From: Pravin Bhat (pravinb@u.washington.edu)
Date: Mon Nov 01 2004 - 05:43:39 PST
Paper summary: The paper proposes a new metric for calculating shortest routes
for intradomain routing algorithms like SPF. The proposed metric fixes several
known issues with previous delay based metric which performs sub-optimally
under heavy traffic conditions.
Strengths:
The new metric normalizes several criterions into the evaluation function of
link costs including link-bandwidth (instead of simply link-delay) and current
network load. This makes the routing algorithm robust to the presence of
heterogeneous links in the network domain and varying network load.
By smoothing out changes in the computed link costs over time the algorithm
essentially strengthens the stability of the routing tables and in turn the
stability of the entire network domain. This has several desired side-effects:
- Increases overall network utilization
- Avoids unnecessary congestion during heavy traffic
- Reduced oscillations in link costs reduces unnecessary routing related
traffic and the subsequent CPU cycles wasted on updates to the SPF data
structures.
Since the benefits provided by the paper are aligned with the interests of the
network administrators in addition to the end-users it is more likely to be
adopted. The proposed changes are simple to implement and affect only domain
level routes thus can be made independent of other domains. Changes translate
to immediate results for all intradomain messages and overtime, provide others
adopt the algorithm, interdomain routing is also improved.
The paper provides a fairly through simulation-based comparison of performance
across various criterions (stability, utilization, etc) with competing
implementations of SPF.
Limitations and Areas for improvement:
While the paper provides some good insights into why D-SPF fails to work in
certain conditions it fails to provide any good insights into the underlying
reasons why HF-SPF works for these conditions. What is provided is a set of
heuristics hand-tuned for ARPANET without any techniques for adopting
these heuristics to other networks or network-changes - i.e. how does one
decide the upper and lower bound constants for a new link-type.

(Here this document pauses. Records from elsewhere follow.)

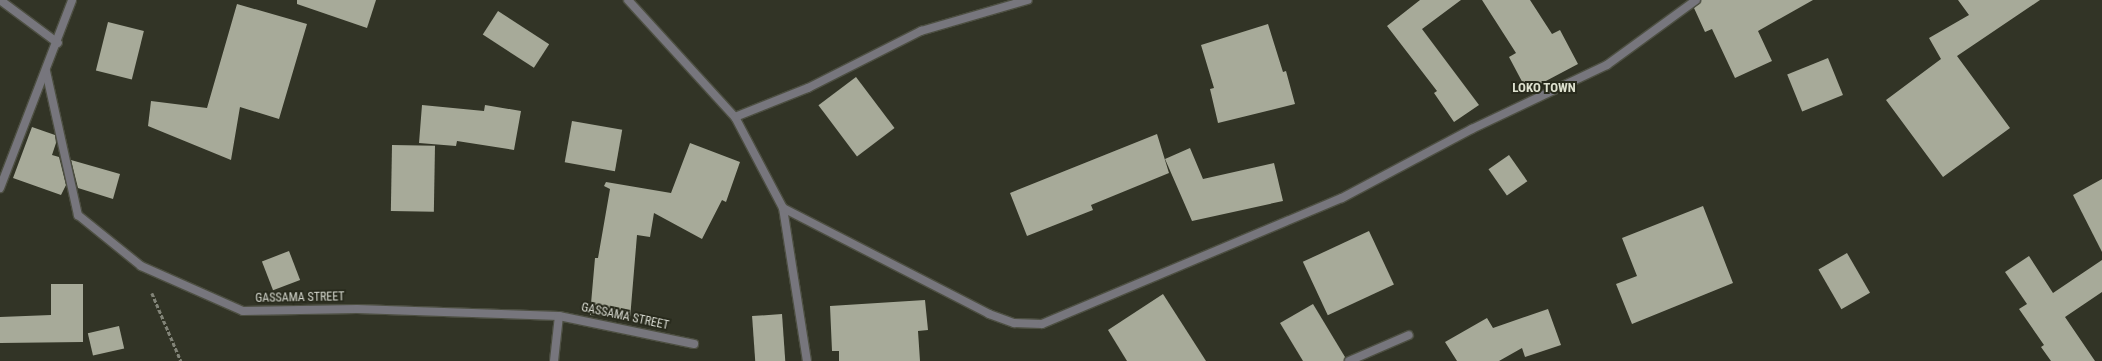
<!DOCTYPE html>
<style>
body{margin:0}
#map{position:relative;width:2102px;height:361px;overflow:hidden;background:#323426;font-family:"Roboto Condensed",sans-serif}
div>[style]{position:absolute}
.building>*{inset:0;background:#a7aa99;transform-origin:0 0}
.path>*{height:2.5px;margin-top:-1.25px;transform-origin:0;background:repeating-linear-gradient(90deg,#828478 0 4px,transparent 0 6px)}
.roads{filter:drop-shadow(1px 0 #4d4f42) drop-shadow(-1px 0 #4d4f42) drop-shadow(0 1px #4d4f42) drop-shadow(0 -1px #4d4f42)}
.minor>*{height:8px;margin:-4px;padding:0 4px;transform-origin:4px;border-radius:4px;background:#77767d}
span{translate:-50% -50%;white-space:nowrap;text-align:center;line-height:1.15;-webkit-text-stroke:4px #282a1c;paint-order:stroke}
.street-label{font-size:12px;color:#d9dbd2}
.neighbourhood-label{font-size:13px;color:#dee1cf;font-weight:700}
</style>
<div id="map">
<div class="building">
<div style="clip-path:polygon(297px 0,376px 0,367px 28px,297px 4px)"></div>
<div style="clip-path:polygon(1420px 0,1461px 0,1422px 29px,1479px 105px,1454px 122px,1434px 93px,1437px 91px,1387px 26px)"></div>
<div style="clip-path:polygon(1482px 0,1530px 0,1552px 34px,1560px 30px,1578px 64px,1527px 91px,1509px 57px,1516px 53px)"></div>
<div style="clip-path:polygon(1701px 0,1813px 0,1758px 31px,1772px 61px,1735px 78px,1712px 29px,1705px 32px,1694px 8px)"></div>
<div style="clip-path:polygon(1958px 0,2040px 0,1957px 56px,2010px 128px,1943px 177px,1886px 100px,1941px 59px,1929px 38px,1969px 15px)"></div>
<div style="clip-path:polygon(237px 4px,307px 24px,279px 119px,240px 107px,231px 160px,148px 126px,151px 101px,207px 108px)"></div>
<div style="left:498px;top:11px;width:61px;height:28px;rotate:33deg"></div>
<div style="left:108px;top:22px;width:37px;height:50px;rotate:14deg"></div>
<div style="clip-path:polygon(1268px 24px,1283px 72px,1286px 71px,1295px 104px,1218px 123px,1210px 89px,1214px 88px,1201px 45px)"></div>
<div style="left:1828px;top:58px;width:40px;height:44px;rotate:68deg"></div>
<div style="left:856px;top:77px;width:64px;height:47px;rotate:53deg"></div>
<div style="clip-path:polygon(422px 105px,484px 111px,485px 105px,521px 111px,514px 150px,457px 141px,456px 146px,419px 143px)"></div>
<div style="left:572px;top:121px;width:51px;height:42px;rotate:10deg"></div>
<div style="clip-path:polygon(32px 127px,55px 135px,56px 143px,52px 155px,59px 157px,66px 185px,61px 195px,13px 178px)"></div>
<div style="clip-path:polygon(1157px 134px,1169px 173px,1091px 205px,1093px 210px,1027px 236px,1010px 193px)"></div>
<div style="clip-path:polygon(690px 143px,740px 162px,726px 202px,722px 200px,702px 239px,654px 213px,650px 237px,637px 235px,630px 319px,590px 315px,595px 258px,598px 258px,610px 189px,604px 186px,606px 182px,671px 193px)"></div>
<div style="left:392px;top:145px;width:43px;height:66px;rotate:1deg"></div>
<div style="clip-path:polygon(1190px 148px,1203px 179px,1274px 163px,1283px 201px,1192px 221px,1165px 159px)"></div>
<div style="left:1509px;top:155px;width:32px;height:25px;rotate:55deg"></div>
<div style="clip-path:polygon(71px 160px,120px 174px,113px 199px,78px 188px)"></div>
<div style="clip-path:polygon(2102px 179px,2102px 252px,2073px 195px)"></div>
<div style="clip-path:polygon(1703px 206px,1733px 283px,1632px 324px,1616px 284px,1637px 276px,1622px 238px)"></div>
<div style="left:1369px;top:231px;width:59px;height:73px;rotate:65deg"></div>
<div style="left:289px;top:251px;width:31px;height:29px;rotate:69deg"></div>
<div style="left:1847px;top:253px;width:46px;height:33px;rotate:60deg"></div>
<div style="clip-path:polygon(2029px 256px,2053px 293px,2102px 260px,2102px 292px,2065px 317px,2095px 361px,2051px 361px,2041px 347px,2044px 345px,2019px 309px,2027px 304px,2005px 272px)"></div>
<div style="clip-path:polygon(51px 284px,83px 284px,83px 342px,0 343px,0 317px,51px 315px)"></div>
<div style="clip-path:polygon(1163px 294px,1206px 361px,1127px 361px,1108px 330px)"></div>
<div style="clip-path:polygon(925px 300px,928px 330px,918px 331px,920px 361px,839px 361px,839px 351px,832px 351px,830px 306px)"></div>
<div style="clip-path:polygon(1313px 304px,1345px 357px,1344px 361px,1303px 361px,1280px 323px)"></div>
<div style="clip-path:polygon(1548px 309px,1561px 345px,1525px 357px,1522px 348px,1499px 361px,1457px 361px,1445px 342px,1487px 318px,1493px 328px)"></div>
<div style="left:782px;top:314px;width:47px;height:30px;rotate:86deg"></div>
<div style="left:119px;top:326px;width:23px;height:32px;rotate:77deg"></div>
</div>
<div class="path">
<div style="left:152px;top:293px;width:74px;rotate:66.9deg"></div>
</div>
<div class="roads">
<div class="minor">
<div style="left:0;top:0;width:72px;rotate:36.6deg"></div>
<div style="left:628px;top:0;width:159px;rotate:47.6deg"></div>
<div style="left:735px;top:117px;width:103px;rotate:62.2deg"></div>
<div style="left:783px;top:208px;width:155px;rotate:81.1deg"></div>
<div style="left:46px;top:71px;width:148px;rotate:77.5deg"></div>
<div style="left:78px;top:215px;width:81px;rotate:39deg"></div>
<div style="left:141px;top:266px;width:111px;rotate:23.8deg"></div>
<div style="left:243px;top:311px;width:114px;rotate:-1deg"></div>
<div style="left:357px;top:309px;width:202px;rotate:2deg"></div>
<div style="left:559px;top:316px;width:138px;rotate:11.7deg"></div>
<div style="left:735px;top:117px;width:79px;rotate:-21.7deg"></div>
<div style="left:808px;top:88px;width:127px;rotate:-26.8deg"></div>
<div style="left:921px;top:31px;width:111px;rotate:-16.2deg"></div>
<div style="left:0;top:188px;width:201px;rotate:-69deg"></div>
<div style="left:783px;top:208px;width:232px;rotate:27.2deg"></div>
<div style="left:989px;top:314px;width:27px;rotate:20deg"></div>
<div style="left:1014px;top:323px;width:28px;rotate:2deg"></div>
<div style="left:1042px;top:324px;width:325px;rotate:-22.8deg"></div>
<div style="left:1342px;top:198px;width:147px;rotate:-28deg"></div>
<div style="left:1472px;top:129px;width:149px;rotate:-25.4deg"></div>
<div style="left:1607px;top:65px;width:110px;rotate:-36.1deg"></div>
<div style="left:554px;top:361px;width:45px;rotate:-83.7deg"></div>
<div style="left:1349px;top:361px;width:65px;rotate:-23.4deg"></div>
</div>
</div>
<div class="street-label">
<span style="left:300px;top:298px;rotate:-1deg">GASSAMA STREET</span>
<span style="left:625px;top:317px;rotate:12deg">GASSAMA STREET</span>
</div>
<div class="neighbourhood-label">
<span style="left:1544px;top:88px">LOKO TOWN</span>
</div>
</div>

The new metric greatly reduces the oscillation in link costs however HN-SNF
still oscillates around the equilibrium with a bounded amplitude. This causes
a certain class for flows (i.e. a flow whose 2nd best route is only slightly
longer than its optimal route) to oscillate among several routes. This keeps
routers from developing any soft-flow state for these flows which could help
it provide certain features to the network - i.e. congestion avoidance,
fair queuing, QoS, etc
The paper could be better polished. For example it makes references to
M/M/1 queuing model without providing a reference any documentation that would
better explain this queuing model to an unfamiliar reader like myself.
Some of the figures (7,8, etc) have no legends explaining what each of
the line-styles mean.
Relevance and Future work:
In my opinion this paper has some historic value which is relevant to this
day. The paper belongs to a class of papers published in the late 80's (i.e.
the Jacobson paper on congestion control) that marked a change in the
philosophy of how algorithms for the internet were designed to work -
specifically the algorithms shifted from working in the best interests of the
hosts to working towards the best interests of the host in union with the
interests of the entire network. This is a shift towards a more stable system
as suggested by Game Theory.
For future work the authors need to define the constants used in their
paper in terms of some intrinsic properties of a link (i.e. delay, bandwidth,
noise, etc) so that new link-types could be easily incorporated into
existing networks. Also a mathematically analysis of how the heuristics/weights
are dependant on the network properties (i.e. size, topology, load) would
help better understand the guarantees, if any, provided by HN-SPF.